Those lines of the records that contain "linecap" are to be located and copied.

[Stored items]
-=-=-

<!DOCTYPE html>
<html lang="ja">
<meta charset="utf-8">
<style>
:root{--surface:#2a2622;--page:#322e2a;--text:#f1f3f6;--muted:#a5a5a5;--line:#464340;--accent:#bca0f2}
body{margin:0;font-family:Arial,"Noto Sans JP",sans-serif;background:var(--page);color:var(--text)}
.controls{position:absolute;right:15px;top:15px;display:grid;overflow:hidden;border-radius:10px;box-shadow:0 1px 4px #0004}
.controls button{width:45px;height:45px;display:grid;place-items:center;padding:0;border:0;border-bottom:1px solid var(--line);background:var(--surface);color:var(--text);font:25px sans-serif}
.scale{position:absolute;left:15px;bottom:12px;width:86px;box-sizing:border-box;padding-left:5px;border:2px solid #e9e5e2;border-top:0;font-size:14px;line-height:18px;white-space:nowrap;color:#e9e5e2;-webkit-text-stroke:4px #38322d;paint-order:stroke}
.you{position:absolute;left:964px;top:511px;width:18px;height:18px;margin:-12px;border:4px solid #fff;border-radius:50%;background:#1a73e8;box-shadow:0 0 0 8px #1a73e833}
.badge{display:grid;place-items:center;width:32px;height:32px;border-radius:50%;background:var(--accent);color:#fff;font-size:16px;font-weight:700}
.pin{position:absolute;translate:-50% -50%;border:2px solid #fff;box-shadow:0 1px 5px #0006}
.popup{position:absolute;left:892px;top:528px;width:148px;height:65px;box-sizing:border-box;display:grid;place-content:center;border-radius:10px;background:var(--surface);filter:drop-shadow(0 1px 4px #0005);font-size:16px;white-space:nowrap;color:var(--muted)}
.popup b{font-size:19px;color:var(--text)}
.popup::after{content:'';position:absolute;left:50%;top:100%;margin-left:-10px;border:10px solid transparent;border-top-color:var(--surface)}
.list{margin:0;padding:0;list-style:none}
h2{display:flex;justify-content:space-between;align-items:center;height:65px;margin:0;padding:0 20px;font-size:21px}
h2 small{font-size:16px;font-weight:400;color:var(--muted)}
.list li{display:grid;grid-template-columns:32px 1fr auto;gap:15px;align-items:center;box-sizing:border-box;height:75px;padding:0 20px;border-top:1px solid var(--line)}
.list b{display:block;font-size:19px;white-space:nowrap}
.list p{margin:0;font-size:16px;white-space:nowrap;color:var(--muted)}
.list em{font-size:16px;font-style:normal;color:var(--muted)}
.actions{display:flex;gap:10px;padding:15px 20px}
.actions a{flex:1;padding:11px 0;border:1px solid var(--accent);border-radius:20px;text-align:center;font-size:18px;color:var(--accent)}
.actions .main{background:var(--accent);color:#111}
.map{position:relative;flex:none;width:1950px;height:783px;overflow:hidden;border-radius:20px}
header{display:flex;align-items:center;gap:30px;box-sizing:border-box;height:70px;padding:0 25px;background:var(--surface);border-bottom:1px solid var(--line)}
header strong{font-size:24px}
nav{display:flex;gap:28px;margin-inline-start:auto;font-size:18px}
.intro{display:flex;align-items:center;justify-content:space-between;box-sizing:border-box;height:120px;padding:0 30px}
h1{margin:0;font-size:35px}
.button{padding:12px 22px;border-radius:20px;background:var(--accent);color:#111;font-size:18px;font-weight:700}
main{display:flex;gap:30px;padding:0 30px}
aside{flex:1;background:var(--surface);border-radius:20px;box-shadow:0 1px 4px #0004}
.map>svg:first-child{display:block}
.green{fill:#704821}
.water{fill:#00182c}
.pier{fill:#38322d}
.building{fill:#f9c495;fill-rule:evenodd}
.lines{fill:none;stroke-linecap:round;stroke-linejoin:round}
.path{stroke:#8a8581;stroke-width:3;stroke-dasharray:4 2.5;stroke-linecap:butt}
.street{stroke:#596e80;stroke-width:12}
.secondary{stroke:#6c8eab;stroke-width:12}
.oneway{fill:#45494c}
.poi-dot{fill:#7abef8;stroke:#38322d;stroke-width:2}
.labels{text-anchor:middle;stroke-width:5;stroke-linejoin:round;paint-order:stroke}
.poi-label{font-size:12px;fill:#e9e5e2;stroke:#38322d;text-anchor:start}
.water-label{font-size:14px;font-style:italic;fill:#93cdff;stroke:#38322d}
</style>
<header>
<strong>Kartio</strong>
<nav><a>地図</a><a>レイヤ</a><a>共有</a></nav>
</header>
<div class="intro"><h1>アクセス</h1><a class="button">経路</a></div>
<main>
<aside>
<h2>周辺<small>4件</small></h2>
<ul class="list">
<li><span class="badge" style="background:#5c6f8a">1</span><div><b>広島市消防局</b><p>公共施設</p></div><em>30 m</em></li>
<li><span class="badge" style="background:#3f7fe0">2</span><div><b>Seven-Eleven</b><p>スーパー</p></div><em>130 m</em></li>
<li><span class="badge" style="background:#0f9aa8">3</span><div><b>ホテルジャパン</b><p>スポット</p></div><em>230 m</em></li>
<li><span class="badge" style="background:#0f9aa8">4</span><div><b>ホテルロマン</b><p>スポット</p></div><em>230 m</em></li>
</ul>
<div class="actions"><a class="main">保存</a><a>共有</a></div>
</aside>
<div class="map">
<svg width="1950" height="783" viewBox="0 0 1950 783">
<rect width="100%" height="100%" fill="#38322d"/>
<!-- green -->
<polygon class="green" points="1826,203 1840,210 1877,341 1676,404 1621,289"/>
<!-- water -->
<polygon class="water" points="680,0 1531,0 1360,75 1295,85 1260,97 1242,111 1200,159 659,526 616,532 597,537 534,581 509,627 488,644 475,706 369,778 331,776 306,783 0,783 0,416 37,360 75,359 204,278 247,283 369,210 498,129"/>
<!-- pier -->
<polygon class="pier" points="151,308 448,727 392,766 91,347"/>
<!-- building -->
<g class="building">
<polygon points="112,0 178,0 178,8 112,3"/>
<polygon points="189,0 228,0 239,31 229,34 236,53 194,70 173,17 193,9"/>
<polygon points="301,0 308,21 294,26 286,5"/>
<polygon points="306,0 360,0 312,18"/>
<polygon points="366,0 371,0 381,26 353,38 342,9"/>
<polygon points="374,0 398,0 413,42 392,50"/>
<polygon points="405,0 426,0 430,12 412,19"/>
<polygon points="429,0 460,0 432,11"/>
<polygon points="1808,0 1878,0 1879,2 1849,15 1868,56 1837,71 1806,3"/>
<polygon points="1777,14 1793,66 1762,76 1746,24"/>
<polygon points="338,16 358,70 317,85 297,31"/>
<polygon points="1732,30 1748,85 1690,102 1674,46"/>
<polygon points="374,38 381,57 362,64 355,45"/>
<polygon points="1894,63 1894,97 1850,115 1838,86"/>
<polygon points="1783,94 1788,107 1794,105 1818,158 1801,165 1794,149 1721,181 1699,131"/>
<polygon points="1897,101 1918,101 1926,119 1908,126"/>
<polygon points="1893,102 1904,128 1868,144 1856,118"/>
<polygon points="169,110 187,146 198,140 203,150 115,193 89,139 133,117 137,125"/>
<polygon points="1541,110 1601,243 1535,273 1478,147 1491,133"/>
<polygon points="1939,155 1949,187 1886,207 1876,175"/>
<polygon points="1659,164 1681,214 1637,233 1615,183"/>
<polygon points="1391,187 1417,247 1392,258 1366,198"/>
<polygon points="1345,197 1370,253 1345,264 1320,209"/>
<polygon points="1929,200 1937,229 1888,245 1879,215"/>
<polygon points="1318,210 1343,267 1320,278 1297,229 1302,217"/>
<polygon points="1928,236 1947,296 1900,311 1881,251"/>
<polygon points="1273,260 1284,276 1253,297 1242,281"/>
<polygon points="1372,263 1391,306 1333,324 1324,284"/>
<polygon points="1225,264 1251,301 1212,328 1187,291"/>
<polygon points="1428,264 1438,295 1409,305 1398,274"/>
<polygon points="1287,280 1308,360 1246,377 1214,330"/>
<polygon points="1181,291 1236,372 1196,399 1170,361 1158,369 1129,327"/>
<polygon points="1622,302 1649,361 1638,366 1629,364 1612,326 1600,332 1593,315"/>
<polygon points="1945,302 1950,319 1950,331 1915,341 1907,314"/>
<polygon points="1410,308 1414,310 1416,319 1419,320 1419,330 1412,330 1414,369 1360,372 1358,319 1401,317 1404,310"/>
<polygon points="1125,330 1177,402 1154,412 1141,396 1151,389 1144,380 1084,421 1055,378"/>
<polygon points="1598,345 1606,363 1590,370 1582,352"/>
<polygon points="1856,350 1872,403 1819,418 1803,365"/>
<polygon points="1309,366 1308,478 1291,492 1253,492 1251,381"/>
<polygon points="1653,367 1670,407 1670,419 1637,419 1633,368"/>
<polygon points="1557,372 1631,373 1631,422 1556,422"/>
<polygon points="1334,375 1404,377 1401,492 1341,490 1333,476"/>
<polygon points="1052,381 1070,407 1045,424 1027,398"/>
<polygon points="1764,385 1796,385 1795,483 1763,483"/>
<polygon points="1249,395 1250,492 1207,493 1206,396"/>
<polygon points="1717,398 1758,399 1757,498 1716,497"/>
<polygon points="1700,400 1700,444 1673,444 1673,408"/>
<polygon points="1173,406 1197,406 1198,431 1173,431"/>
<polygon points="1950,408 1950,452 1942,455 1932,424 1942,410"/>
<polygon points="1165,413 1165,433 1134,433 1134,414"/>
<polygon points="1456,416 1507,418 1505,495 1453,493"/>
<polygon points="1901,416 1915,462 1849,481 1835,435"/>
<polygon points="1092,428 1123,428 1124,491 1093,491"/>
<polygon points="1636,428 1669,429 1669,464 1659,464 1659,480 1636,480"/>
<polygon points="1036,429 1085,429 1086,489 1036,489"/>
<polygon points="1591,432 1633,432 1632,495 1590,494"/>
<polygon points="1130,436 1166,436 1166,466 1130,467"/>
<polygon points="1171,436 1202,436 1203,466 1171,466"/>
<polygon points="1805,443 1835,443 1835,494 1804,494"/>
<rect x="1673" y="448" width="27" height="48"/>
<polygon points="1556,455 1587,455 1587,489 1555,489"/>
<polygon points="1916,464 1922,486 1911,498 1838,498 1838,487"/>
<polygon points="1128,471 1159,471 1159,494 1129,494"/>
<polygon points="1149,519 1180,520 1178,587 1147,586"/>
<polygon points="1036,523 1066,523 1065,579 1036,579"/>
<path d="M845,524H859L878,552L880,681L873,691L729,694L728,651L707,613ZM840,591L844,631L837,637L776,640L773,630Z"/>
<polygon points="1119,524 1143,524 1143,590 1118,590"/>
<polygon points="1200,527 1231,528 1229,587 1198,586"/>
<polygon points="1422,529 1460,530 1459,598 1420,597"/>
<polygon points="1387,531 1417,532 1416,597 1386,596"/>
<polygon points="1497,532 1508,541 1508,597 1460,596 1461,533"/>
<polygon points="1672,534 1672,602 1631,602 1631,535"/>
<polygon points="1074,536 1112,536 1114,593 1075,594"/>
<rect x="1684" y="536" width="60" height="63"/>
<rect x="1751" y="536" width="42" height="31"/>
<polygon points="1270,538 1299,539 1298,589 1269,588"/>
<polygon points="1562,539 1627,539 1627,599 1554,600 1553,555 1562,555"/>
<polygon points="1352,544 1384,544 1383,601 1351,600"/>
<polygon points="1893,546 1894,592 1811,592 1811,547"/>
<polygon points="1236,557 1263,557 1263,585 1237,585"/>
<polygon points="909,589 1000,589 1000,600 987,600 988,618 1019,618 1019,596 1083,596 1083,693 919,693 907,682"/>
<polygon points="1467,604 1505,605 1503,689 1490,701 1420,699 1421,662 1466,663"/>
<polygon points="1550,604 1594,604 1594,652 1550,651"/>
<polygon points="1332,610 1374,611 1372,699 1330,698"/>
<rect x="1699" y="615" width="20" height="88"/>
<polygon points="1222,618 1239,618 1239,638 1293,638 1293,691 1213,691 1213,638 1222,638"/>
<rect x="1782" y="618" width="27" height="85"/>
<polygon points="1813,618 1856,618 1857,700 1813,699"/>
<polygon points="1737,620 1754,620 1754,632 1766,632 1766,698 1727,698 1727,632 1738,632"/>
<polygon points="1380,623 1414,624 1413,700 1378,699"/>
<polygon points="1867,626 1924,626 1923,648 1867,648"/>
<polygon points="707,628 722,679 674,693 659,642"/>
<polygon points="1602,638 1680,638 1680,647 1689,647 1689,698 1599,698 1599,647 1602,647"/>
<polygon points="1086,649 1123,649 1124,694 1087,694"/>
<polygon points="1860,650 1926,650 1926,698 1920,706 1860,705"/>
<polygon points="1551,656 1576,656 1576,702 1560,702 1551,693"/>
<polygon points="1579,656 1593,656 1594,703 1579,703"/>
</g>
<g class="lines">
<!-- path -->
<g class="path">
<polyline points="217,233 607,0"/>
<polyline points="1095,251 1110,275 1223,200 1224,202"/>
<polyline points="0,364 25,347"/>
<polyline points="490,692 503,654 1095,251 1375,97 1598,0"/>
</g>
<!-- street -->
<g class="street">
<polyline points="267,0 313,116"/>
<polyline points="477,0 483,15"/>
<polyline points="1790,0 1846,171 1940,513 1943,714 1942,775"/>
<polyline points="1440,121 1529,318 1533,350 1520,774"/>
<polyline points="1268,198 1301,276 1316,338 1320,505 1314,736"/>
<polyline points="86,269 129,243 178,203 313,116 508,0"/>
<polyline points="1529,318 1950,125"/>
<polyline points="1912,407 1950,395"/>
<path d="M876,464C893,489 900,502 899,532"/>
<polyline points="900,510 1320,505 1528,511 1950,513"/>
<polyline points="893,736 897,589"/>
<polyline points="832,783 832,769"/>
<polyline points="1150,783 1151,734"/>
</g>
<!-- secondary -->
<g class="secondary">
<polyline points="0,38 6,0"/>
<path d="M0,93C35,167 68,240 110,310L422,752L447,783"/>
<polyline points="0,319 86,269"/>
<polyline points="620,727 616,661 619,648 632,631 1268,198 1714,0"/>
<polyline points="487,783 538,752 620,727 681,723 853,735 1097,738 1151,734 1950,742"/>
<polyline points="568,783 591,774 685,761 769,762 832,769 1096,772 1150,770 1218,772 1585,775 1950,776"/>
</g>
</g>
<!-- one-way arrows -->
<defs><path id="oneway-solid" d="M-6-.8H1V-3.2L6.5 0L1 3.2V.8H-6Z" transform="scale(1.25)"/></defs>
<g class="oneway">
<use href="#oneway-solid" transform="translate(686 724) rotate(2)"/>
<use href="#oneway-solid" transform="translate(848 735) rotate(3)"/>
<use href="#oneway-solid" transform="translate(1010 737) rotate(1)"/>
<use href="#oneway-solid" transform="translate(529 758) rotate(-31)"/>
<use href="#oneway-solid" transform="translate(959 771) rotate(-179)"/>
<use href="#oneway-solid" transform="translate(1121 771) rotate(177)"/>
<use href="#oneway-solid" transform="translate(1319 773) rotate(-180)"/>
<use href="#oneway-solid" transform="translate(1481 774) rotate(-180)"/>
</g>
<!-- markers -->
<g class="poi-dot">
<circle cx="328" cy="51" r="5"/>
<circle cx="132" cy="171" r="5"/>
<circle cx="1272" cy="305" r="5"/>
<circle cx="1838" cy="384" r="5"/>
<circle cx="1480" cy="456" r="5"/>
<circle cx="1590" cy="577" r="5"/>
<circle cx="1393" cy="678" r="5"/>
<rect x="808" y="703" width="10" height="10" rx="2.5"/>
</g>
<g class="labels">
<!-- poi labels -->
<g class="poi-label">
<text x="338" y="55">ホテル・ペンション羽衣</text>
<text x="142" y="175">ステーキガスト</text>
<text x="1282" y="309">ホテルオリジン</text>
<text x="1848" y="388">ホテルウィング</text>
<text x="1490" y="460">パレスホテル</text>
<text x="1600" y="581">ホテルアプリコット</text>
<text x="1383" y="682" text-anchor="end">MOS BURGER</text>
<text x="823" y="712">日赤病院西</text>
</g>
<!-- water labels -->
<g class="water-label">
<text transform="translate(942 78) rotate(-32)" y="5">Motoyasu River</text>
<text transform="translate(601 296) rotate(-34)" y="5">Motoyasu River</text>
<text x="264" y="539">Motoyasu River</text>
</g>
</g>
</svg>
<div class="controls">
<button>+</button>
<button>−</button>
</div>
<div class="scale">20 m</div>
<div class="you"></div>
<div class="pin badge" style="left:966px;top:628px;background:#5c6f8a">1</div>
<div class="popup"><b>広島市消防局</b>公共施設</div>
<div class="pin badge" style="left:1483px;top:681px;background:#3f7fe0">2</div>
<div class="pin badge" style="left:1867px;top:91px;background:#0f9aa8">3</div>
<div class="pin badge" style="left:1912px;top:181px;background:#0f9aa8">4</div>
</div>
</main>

-=-=-

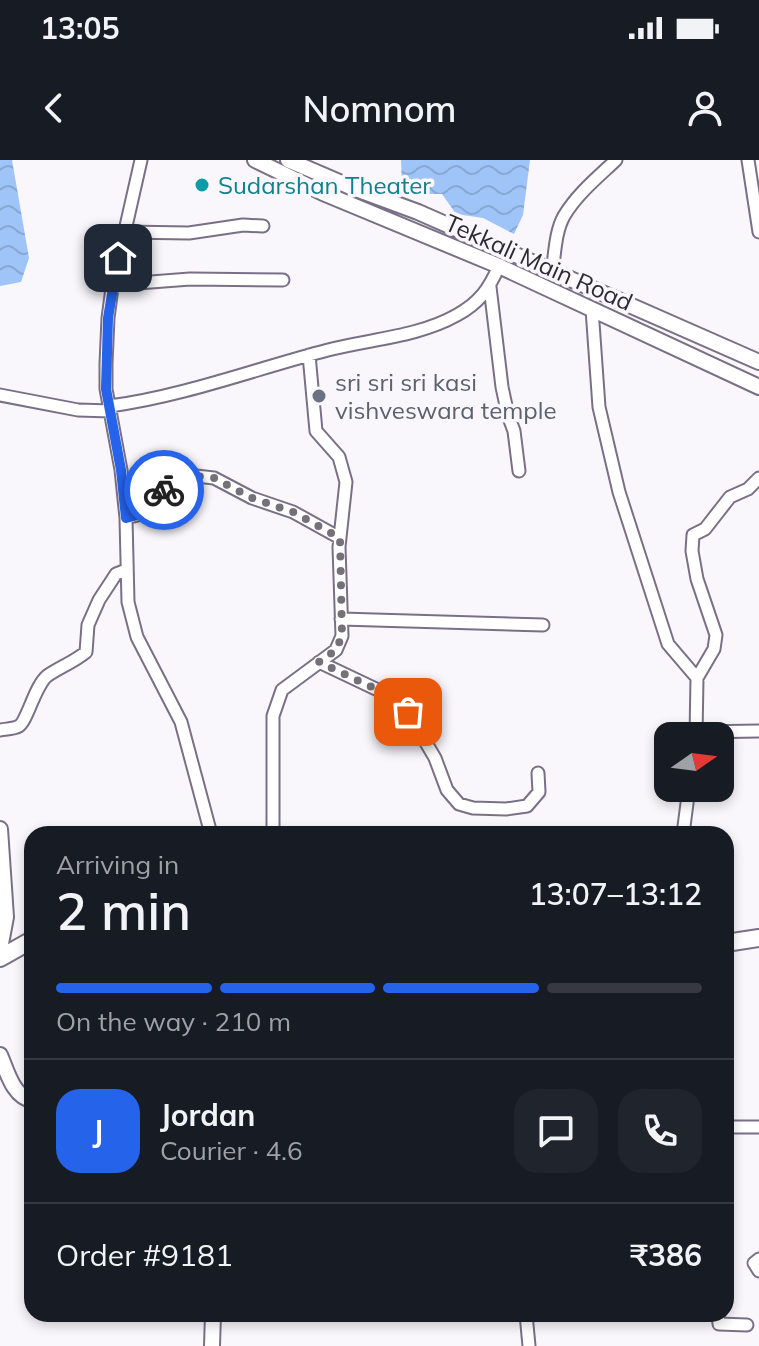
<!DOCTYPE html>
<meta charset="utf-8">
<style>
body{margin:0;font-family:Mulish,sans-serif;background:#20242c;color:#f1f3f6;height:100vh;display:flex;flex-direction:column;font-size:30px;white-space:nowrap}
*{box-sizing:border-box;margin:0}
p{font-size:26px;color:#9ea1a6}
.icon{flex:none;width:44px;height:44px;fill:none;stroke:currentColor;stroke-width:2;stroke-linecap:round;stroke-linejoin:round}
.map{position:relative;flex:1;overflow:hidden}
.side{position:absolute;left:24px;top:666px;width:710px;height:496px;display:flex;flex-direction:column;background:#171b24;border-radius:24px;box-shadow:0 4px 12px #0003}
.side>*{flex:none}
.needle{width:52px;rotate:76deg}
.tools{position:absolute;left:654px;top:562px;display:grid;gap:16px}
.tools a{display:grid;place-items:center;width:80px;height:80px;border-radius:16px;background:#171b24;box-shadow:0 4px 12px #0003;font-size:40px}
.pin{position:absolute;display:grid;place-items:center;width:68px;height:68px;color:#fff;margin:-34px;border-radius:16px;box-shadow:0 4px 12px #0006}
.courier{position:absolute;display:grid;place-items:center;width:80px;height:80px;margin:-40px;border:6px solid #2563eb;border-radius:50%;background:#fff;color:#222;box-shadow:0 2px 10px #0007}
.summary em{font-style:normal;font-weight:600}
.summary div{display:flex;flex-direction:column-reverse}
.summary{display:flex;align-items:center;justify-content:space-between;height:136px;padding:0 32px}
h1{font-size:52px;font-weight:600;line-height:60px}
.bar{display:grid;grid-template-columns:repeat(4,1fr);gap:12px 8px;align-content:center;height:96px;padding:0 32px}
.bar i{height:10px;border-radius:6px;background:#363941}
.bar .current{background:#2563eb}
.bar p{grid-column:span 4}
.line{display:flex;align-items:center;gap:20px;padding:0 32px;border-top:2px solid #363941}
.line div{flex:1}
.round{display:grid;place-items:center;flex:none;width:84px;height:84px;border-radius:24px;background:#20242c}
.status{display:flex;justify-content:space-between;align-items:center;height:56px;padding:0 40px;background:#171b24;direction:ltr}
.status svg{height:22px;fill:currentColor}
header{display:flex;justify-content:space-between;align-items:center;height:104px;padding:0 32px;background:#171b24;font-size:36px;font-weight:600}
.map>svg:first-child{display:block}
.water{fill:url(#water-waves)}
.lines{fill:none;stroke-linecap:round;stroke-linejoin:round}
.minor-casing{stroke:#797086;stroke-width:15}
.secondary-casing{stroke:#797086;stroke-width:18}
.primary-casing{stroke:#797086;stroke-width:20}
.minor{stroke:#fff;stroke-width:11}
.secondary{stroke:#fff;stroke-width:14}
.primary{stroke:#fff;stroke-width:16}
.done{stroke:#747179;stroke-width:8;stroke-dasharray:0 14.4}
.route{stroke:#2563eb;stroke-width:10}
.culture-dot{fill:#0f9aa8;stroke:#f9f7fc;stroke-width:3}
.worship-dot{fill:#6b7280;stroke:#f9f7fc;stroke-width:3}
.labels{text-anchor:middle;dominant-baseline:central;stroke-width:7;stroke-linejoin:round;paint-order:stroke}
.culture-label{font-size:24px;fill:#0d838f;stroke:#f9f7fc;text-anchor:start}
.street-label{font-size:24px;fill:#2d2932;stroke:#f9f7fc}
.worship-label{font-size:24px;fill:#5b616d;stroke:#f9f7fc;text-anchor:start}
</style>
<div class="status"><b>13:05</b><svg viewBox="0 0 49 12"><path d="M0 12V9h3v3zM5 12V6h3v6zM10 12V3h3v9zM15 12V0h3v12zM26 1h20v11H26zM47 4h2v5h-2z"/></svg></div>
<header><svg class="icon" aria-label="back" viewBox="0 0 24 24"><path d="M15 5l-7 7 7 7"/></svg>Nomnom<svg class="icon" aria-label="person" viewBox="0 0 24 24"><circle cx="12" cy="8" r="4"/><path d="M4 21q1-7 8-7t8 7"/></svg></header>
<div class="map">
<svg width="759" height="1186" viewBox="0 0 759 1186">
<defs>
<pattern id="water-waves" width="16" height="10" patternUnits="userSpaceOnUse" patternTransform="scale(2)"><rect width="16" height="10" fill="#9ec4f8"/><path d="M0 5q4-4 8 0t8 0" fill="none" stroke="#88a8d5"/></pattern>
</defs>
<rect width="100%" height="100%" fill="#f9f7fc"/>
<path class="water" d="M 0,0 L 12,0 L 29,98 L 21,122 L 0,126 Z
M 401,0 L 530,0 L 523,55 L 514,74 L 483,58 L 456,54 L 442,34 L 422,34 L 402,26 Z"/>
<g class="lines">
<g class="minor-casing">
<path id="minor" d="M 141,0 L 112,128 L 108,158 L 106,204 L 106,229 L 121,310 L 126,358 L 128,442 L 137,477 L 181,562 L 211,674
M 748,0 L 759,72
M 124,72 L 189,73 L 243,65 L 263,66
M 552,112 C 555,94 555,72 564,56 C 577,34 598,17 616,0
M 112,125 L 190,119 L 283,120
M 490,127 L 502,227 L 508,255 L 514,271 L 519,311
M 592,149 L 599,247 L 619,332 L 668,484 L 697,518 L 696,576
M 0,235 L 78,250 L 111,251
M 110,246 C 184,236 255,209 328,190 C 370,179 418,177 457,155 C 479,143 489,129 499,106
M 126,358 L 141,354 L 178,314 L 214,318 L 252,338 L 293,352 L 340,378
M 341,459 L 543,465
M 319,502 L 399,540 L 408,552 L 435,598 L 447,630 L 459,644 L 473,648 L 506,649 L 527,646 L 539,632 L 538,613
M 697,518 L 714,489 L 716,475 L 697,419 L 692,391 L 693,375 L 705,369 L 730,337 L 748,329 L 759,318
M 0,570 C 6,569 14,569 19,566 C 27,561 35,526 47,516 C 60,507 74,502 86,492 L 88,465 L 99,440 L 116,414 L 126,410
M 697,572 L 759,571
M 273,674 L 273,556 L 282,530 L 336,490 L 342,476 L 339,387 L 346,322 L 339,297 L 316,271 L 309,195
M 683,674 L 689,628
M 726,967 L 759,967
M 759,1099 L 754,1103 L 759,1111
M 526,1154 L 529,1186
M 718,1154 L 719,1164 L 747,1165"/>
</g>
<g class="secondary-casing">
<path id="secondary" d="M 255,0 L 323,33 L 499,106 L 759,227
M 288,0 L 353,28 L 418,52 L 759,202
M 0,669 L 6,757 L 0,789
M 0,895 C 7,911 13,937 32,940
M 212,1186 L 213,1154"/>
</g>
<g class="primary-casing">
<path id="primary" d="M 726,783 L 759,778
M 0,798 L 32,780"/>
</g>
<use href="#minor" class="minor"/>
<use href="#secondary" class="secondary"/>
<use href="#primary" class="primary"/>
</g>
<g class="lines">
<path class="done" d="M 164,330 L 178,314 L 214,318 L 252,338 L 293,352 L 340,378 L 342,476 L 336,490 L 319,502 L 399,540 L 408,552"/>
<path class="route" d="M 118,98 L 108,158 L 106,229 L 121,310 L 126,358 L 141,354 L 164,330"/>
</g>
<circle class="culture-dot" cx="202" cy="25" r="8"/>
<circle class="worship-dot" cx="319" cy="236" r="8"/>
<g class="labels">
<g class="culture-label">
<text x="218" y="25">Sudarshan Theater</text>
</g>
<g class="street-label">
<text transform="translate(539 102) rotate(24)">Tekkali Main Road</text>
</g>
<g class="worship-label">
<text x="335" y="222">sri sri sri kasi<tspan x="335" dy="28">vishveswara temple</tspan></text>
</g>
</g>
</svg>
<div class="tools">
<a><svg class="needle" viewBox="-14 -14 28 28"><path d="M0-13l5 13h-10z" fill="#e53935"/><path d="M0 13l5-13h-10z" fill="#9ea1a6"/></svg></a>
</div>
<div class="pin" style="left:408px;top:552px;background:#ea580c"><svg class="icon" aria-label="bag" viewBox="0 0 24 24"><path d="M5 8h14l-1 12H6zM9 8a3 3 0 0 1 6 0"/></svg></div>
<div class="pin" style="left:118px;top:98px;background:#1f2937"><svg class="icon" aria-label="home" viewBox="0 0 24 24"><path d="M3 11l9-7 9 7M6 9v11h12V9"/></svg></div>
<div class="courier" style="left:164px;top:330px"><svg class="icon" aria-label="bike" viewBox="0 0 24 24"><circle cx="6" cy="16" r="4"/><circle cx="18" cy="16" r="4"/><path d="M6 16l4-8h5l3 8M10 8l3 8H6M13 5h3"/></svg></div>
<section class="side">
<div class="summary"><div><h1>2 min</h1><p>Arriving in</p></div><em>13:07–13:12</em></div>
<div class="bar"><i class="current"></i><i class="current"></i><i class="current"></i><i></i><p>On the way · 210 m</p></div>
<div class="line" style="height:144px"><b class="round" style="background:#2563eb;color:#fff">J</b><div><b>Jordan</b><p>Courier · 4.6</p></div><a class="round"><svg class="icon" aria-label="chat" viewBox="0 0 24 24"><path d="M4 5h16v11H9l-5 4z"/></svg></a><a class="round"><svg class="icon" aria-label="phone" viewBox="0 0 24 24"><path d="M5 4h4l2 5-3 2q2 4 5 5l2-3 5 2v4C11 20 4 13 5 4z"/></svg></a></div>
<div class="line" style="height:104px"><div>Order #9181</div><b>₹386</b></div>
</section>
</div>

-=-=-

SOLUTION TO THE PROBLEM
.lines{fill:none;stroke-linecap:round;stroke-linejoin:round}
.path{stroke:#8a8581;stroke-width:3;stroke-dasharray:4 2.5;stroke-linecap:butt}
.icon{flex:none;width:44px;height:44px;fill:none;stroke:currentColor;stroke-width:2;stroke-linecap:round;stroke-linejoin:round}
.lines{fill:none;stroke-linecap:round;stroke-linejoin:round}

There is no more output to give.